Cuando el hombre se acerca por primera vez al hecho que le ha provocado la emoción y trata de apresarlo, lo hace guiado tan sólo por dos objetivos: la representación de la realidad o la consecución de la belleza, y en ambos casos el resultado es siempre una obra capaz de suscitar a su vez emociones. Pero una vez que este período se ha cumplido, a los artistas siguientes les parece que hay que "abrir nuevas vías", que el arte no es sólo eso, que no se puede hacer siempre lo mismo, y comienza a concebirse y a plasmarse la obra al margen de aquellas dos normas sagradas, es decir, despreciando la descripción de la realidad objetiva y cambiando el ideal de belleza pura o tratando de sustituirla por otra asensorial.

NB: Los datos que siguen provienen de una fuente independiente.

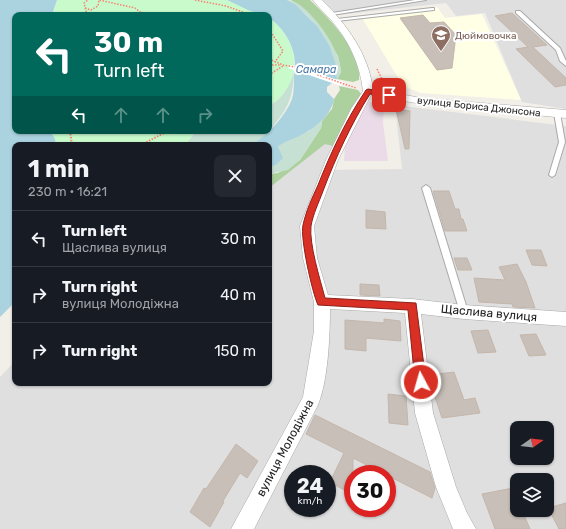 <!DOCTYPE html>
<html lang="en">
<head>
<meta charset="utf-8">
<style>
  body { margin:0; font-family:Rubik,sans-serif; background:#242831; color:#f1f3f6; height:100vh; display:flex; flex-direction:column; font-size:15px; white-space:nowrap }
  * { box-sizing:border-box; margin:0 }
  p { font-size:13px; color:#9ea1a6 }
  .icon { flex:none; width:22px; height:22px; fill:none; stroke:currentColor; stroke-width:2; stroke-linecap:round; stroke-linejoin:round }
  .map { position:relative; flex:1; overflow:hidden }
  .sheet { position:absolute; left:12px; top:142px; width:260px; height:244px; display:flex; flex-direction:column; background:#171b24; border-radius:8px; box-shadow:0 1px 3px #0004 }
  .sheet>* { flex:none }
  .hud { position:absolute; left:12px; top:12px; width:260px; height:122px; border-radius:8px; box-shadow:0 1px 3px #0004; background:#00695c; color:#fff; overflow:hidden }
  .needle { width:26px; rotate:76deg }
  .buttons { position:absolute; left:510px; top:421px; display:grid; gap:8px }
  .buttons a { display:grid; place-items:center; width:44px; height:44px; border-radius:8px; background:#171b24; box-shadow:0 1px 3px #0004; font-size:20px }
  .speed { position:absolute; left:284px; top:465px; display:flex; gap:8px; font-size:20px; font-weight:700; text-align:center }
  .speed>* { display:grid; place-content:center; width:52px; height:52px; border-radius:50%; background:#171b24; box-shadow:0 1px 3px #0004; line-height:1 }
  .speed small { font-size:10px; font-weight:400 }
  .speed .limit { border:6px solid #d22; background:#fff; color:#111 }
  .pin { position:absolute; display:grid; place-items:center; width:34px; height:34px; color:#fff; margin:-17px; border-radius:8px; box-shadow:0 2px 6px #0006 }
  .me { position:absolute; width:44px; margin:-22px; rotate:354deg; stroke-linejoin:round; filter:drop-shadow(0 0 3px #0008) }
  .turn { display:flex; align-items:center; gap:14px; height:84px; padding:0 16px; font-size:18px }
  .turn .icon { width:52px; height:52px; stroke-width:2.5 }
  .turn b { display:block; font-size:28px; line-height:34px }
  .lanes { display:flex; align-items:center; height:38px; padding:0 16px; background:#0003; justify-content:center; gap:20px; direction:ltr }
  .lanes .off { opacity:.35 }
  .round { display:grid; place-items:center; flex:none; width:42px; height:42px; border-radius:8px; background:#242831 }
  .summary { display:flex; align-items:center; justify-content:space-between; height:68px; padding:0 16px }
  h1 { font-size:24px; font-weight:700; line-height:30px }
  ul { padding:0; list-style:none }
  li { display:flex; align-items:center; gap:12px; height:56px; padding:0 16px; border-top:1px solid #363941 }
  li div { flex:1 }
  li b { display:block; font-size:15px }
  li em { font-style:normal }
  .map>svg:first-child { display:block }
</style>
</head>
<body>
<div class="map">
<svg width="566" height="529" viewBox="0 0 566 529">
  <rect width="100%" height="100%" fill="#f2efe9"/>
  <g fill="#e0dfdf" fill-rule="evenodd">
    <path d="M 321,0 L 566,0 L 566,109 L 522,102 L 485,13 L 456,16 L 446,3 L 338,15 Z"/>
    <path d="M 395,105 L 566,126 L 566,529 L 0,529 L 0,377 L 15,361 L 15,383 L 269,383 L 269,188 L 325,143 L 336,147 L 325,170 L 402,169 ZM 517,428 L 547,428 L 547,458 L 517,458 ZM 293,474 L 327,474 L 327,508 L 293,508 ZM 353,474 L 387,474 L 387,508 L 353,508 ZM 517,480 L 547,480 L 547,510 L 517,510 Z"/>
  </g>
  <path fill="#ebdbe8" d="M 366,101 L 384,105 L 383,123 L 388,161 L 344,161 L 345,145 Z"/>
  <path fill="#ffffe5" d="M 437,7 L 445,18 L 482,14 L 521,100 L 421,93 L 403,86 L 361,16 Z"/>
  <g fill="#add19e">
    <path d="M 291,0 L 310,0 C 329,18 363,53 359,80 L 353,82 L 337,79 L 341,72 L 338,56 L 308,13 Z"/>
    <path d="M 339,86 L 358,90 L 362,95 L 341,128 L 336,147 L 325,144 L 269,188 L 269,174 L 278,173 L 300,160 L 321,128 L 322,121 L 332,109 L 334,99 L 340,90 Z"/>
  </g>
  <g fill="#c6e0d4">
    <path d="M 287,0 C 307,0 341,50 341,70 C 341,73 339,76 337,79 C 333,45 316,17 287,0 Z"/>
    <path d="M 294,72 C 293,100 287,110 269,131 L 269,105 C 283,100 289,85 294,72 Z"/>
    <path d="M 322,121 L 321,128 L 300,160 L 288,170 L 269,174 L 269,168 L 276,165 L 279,152 L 278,147 L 282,143 L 309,131 Z"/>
    <path d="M 196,131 L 269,131 L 264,137 L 252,145 L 185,145 Z"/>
  </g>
  <g fill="#c8facc">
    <path d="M 57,0 L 227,0 L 264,15 L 53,15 Z"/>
    <path d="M 269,18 C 292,34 304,67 285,91 C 280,98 277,102 269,105 Z"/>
    <path d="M 50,131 L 196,131 L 185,145 L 56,145 L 55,139 Z"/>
  </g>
  <g fill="#aad3df">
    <path d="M 0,0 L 57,0 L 52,15 L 15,15 L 15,131 L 50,131 L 55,139 L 56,145 L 15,145 L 15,302 L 0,317 Z"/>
    <path d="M 227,0 L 287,0 L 296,5 L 317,26 L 329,45 L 335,62 L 337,79 L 327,87 L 327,92 L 334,99 C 330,119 312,130 295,138 C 288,141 283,142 278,147 L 283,158 L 276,165 L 269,168 L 269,145 L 252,145 C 268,134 285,117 292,99 C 294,92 294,84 294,77 C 294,73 296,69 295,65 C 295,46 284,28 269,18 L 269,15 C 255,15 240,6 227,0 Z"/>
  </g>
  <path fill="#fff" d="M 291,65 L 344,82 L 341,86 L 288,68 Z"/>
  <g fill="#c7bfb8" stroke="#c4b6ab">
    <path d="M 512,13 L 547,45 L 533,47 L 566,78 L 566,85 L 555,87 L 516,49 L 528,47 L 495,16 Z"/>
    <path d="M 423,15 L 430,23 L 444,22 L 456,35 L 452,68 L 437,70 L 400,18 Z"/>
    <path d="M 396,109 L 410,111 L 409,149 L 405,149 Z"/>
    <path d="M 433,191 L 449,191 L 455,209 L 459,209 L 461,219 L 463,219 L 467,231 L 445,231 Z"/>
    <path d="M 366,210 L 385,212 L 386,229 L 366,228 Z"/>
    <path d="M 526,250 L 541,250 L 547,266 L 532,265 Z"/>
    <path d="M 454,258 L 467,258 L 472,270 L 458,270 Z"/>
    <path d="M 517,264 L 526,282 L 535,308 L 513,307 L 512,304 L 479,302 L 474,278 L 505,280 L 499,267 Z"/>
    <path d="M 360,284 L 379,285 L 380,296 L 360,295 Z"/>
    <path d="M 384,319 L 400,321 L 401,341 L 366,338 L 366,351 L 345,349 L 345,320 L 384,323 Z"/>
    <path d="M 488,330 L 496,352 L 478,353 L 471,331 Z"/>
    <path d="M 536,334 L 546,355 L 529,356 L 520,335 Z"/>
    <path d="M 454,372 L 464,400 L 475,398 L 480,413 L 442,418 L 431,385 L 430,375 Z"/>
    <path d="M 388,394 L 406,396 L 408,425 L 389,423 Z"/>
    <path d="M 315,415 L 430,472 L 435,488 L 432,498 L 353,458 L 353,495 L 330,482 L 344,453 L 306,434 Z"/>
    <path d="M 236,444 L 258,461 L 247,478 L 240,473 L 223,501 L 224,502 L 210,527 L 190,512 L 204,488 L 206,489 Z"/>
    <path d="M 513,488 L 517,497 L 517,510 L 522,510 L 530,529 L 495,529 L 482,494 Z"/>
    <path d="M 566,503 L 566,529 L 559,529 L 548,508 Z"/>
  </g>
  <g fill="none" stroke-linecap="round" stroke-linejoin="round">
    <g stroke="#a9a9a9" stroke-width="2">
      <g id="lane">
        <path d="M 415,0 L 426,0 L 332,15 L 330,14 L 332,13 Z"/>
        <path d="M 432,8 L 434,8 L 434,10 L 337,21 L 335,20 L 337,19 Z"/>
        <path d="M 516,11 L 520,11 L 560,48 L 566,61 L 566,66 L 560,61 L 556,50 L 516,13 Z"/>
        <path d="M 557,111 L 560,113 L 565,142 L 555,175 L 552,177 L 549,175 L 559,142 L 554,113 Z"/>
        <path d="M 426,185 L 430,188 L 468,312 L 467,315 L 464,316 L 461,315 L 460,312 L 422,188 Z"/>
      </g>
    </g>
    <g stroke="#a9a9a9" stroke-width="1">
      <path id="street" d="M 313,0 L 322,0 C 347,25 368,53 373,89 L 421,98 L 566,110 L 566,118 L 421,104 L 371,95 L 338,160 L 314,226 L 317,258 L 328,295 L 412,299 L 464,305 L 566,312 L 566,326 L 464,319 L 421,314 L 433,413 L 456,487 L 467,513 L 476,529 L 453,529 L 436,487 L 415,413 L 405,313 L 330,309 C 330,336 328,381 318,405 L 254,529 L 231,529 L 303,397 L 314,331 L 314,302 L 303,258 L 300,226 L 326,160 L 351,109 L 363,91 C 360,64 349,41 332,21 C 326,14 318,7 313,0 Z"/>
    </g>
    <g stroke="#fa8072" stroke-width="1.5" stroke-dasharray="1.5 1.5" stroke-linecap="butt">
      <path d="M 195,0 L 226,6 L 251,15"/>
      <path d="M 85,8 L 91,10 L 98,6 L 99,0 L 135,8 L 140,12 L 152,15"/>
      <path d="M 87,15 L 84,3 L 88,0"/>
      <path d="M 269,29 L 283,51 L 275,62"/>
      <path d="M 269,59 L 283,65 L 295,67 L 356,88"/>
      <path d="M 269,65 L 281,65"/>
      <path d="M 377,69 L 385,85"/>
      <path d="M 269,75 L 283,66"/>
    </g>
    <g stroke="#fa8072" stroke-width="2" stroke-dasharray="1.5 1.5" stroke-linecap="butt">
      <path d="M 70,131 L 72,145"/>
      <path d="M 141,145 L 168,131"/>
    </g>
    <use href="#lane" fill="#fff" fill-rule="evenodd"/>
    <use href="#street" fill="#fff" fill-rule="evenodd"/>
  </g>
  <path fill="#d93025" stroke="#8d1f18" d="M 368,89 L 389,93 L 392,95 L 389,97 L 370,94 C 351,124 336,157 323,191 C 319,202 313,214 311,226 C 309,244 320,279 325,298 L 416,303 L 426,382 L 425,386 L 421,388 L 417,386 L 415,382 L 408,310 L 318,305 C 312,292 300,238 303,225 C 306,211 312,198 318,185 C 331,152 346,120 366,90 Z"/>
  <defs>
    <g id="school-pin" transform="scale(1)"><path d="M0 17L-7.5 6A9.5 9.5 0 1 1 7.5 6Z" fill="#8d6e63" stroke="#fff"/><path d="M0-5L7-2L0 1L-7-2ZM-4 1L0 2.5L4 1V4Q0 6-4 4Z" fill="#fff"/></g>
  </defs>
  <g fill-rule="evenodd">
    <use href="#school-pin" x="441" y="35"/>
  </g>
  <g text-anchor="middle" stroke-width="4" stroke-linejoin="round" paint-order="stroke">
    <g font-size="10" fill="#785e54" stroke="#fff" text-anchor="start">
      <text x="455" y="39">Дюймовочка</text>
    </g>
    <g font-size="10" fill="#222" stroke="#fff">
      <text transform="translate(479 106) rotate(6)" y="4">вулиця Бориса Джонсона</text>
    </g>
    <g font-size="11" font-style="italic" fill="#4a7aab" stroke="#fff">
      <text x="316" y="73">Самара</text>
    </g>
    <g font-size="12" fill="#222" stroke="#fff">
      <text transform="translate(489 313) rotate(5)" y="4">Щаслива вулиця</text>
      <text transform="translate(285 448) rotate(-62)" y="4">вулиця Молодіжна</text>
    </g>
  </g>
</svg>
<div class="buttons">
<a><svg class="needle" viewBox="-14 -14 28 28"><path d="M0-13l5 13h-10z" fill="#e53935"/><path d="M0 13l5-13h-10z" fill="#9ea1a6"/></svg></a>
<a><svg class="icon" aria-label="layers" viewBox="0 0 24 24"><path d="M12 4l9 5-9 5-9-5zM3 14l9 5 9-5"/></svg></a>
</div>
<div class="speed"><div>24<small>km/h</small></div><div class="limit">30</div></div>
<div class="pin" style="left:389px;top:95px;background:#d93025"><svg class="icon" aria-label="arrive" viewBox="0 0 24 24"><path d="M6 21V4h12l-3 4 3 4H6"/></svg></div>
<svg class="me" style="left:421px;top:382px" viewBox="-20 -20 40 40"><circle r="17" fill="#d93025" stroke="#fff" stroke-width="3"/><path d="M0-11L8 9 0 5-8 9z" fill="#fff"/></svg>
<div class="hud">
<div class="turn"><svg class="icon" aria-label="left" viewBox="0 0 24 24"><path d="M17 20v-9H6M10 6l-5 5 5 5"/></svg><div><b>30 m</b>Turn left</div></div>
<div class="lanes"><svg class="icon" aria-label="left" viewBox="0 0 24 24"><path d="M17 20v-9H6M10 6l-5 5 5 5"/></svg><svg class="icon off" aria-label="ahead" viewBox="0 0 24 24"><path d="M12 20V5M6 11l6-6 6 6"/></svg><svg class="icon off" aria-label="ahead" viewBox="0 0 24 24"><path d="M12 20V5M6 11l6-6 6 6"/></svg><svg class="icon off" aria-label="right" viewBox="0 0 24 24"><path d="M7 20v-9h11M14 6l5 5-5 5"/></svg></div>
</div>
<section class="sheet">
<div class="summary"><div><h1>1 min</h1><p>230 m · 16:21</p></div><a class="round"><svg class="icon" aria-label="close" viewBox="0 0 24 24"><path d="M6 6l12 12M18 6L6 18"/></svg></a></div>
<ul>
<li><svg class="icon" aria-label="left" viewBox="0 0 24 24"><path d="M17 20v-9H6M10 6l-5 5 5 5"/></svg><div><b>Turn left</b><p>Щаслива вулиця</p></div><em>30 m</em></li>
<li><svg class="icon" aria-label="right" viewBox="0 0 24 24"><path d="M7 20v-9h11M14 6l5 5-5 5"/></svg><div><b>Turn right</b><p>вулиця Молодіжна</p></div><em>40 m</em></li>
<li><svg class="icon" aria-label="right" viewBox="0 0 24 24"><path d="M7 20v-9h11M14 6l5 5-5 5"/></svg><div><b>Turn right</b></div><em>150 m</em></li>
</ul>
</section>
</div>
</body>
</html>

Imaginemos, por ejemplo, que el motivo a pintar es un perro. El primer artista lo representará tratando de captar todos aquellos detalles que ayuden a establecer una continuación entre realidad y pintura: buscará el brillo de la mirada, el realismo en la actitud, las cualidades táctiles del pelo, etc. El segundo artista se encuentra con que la realidad ya ha sido captada y se convence a sí mismo -y a veces trata convencer a los demás- de que aquello no tiene más valor que el de ser una simple copia de la naturaleza y que lo que de verdad importa es la metarrealidad que se encuentra detrás de los condicionantes de los sentidos. Y pinta al perro con tres rayas. Es la diferencia, por ejemplo, entre el perro de Las Meninas y el perro de Picasso. ¿Cuál de los dos es mejor? Evidentemente el que más caudal de emoción suscite o, mejor, aquel con el que más se identifique el espectador.

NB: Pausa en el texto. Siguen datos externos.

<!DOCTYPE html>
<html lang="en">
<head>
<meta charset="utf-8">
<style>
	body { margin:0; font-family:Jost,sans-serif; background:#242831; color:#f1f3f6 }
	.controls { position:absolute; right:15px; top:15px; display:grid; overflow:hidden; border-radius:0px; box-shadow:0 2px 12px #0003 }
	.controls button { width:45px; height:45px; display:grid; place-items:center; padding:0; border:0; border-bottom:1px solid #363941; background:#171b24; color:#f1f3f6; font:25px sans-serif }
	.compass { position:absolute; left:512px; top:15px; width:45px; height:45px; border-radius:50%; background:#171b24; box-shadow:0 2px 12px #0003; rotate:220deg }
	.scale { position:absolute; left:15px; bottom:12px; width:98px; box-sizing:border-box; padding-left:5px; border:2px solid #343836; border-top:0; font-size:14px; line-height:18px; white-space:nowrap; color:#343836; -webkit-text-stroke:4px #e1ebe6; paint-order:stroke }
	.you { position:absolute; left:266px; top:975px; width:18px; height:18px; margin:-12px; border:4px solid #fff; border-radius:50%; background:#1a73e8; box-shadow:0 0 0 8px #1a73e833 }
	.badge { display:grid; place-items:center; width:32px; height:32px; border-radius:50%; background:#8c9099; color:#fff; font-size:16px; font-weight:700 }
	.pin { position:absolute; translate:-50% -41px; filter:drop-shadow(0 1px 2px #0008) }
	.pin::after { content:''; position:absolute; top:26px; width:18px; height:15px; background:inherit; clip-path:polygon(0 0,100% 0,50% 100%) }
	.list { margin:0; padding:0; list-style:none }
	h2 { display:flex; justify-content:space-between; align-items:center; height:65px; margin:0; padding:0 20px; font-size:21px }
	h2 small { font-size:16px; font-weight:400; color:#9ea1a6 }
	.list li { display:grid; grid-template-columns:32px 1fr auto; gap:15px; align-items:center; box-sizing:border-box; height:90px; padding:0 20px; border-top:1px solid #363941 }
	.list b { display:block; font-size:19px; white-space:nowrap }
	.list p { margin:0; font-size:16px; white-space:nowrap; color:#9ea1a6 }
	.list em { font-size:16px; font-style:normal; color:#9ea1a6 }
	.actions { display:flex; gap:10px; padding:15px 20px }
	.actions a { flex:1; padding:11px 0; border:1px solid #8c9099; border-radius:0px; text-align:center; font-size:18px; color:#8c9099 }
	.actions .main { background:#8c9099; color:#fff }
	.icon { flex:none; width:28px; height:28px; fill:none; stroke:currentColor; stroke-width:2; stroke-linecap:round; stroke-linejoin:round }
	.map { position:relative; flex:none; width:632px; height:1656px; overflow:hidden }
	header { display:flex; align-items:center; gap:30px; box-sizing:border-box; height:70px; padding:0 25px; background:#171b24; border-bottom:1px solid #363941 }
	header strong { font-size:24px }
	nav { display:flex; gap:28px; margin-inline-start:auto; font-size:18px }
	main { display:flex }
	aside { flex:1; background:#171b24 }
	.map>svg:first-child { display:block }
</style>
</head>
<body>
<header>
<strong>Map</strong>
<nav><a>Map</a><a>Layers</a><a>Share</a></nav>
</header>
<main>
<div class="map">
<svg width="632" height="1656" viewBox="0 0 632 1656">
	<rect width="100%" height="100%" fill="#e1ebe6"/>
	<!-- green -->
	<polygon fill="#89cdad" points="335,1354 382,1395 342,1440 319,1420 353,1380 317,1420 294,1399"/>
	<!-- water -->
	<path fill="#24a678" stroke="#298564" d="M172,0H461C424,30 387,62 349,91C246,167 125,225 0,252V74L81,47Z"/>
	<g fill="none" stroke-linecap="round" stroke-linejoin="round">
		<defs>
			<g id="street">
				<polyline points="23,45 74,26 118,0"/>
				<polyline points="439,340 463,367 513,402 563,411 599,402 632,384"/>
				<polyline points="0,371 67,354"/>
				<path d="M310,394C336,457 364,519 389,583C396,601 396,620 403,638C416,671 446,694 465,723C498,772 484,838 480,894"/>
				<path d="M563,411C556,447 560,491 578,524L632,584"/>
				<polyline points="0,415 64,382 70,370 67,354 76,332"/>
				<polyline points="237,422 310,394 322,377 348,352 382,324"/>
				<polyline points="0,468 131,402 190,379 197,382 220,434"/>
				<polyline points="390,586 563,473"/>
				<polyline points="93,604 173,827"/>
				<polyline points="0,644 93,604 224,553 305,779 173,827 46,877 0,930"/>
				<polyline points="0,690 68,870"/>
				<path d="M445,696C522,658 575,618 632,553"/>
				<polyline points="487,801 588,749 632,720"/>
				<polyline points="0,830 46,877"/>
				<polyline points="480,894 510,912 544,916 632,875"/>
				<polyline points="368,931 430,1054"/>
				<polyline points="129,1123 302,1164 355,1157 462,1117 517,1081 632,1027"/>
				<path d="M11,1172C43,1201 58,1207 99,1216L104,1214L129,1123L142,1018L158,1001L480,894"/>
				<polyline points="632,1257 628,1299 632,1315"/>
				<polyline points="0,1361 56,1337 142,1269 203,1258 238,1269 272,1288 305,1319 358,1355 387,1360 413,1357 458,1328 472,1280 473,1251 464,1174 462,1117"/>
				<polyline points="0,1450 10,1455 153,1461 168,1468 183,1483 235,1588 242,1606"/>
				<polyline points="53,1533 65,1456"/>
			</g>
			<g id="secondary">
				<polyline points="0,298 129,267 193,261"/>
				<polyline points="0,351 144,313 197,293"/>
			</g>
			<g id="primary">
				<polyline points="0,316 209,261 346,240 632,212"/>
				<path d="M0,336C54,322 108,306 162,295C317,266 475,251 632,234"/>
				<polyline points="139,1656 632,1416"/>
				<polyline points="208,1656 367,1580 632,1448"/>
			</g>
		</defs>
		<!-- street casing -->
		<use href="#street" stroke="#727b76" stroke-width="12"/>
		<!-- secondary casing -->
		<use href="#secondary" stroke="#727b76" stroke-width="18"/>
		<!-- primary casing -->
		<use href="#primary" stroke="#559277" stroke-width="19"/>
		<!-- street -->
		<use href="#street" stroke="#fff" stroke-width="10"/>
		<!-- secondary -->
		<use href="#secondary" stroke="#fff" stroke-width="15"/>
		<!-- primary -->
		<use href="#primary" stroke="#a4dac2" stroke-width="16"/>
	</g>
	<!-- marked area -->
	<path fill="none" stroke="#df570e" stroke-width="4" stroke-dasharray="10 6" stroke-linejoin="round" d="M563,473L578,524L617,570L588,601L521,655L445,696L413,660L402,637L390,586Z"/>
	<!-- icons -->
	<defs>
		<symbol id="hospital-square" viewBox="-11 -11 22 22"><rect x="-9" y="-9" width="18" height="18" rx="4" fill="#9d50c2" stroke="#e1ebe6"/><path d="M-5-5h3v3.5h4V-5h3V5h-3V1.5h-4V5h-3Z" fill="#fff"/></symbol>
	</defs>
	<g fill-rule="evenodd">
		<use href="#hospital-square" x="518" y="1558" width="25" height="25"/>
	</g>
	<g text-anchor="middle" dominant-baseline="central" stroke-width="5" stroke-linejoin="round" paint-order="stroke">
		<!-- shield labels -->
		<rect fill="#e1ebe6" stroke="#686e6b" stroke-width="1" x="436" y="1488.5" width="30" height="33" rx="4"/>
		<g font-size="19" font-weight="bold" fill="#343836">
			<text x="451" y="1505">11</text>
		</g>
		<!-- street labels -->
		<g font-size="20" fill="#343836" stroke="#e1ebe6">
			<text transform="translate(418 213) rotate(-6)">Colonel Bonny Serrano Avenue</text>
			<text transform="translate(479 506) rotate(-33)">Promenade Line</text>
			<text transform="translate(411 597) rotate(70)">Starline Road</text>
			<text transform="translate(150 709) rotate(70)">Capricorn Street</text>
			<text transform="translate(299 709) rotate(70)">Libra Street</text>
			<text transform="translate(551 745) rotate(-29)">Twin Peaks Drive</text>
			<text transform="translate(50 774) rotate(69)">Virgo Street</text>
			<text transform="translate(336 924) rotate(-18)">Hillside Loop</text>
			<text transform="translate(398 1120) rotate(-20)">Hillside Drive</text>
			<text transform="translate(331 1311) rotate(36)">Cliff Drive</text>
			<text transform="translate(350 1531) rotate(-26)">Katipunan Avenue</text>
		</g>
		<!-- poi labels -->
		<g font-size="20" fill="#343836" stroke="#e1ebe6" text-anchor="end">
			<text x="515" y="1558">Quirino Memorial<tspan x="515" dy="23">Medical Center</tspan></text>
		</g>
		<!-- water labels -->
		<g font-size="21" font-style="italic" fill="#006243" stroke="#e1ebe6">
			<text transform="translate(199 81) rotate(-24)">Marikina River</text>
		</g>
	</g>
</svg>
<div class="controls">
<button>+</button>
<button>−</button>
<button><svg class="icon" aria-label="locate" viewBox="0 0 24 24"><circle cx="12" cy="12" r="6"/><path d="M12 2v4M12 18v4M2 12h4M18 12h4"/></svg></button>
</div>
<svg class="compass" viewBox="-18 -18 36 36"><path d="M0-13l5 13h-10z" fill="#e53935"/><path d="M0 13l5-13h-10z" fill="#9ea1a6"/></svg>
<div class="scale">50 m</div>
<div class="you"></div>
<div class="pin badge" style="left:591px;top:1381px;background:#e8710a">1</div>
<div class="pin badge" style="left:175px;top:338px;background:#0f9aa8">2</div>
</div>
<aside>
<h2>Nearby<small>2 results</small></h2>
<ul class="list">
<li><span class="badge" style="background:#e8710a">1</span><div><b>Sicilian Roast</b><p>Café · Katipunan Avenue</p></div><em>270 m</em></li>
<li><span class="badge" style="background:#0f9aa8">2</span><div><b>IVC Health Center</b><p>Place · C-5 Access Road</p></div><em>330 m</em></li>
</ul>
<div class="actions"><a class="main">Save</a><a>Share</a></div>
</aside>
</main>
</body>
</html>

Entonces, ¿qué hacer con el arte? ¿No hay posibilidad de andar más camino que el que ya se ha hecho? Focillon elaboró su teoría evolutiva del arte sobre la idea de una regularidad cíclica de carácter natural, por lo que se refiere sólo a un tiempo de medida generacional; no es aplicable a la visión global de la trayectoria artística del hombre. ¿Por dónde va a ir el arte? Quién lo sabe. Quizá a volver a andar el mismo camino con distintas preocupaciones estéticas y nuevas proposiciones intelectuales. O acaso está a la espera del artista genial que nos dé la respuesta, que ahora no se adivina.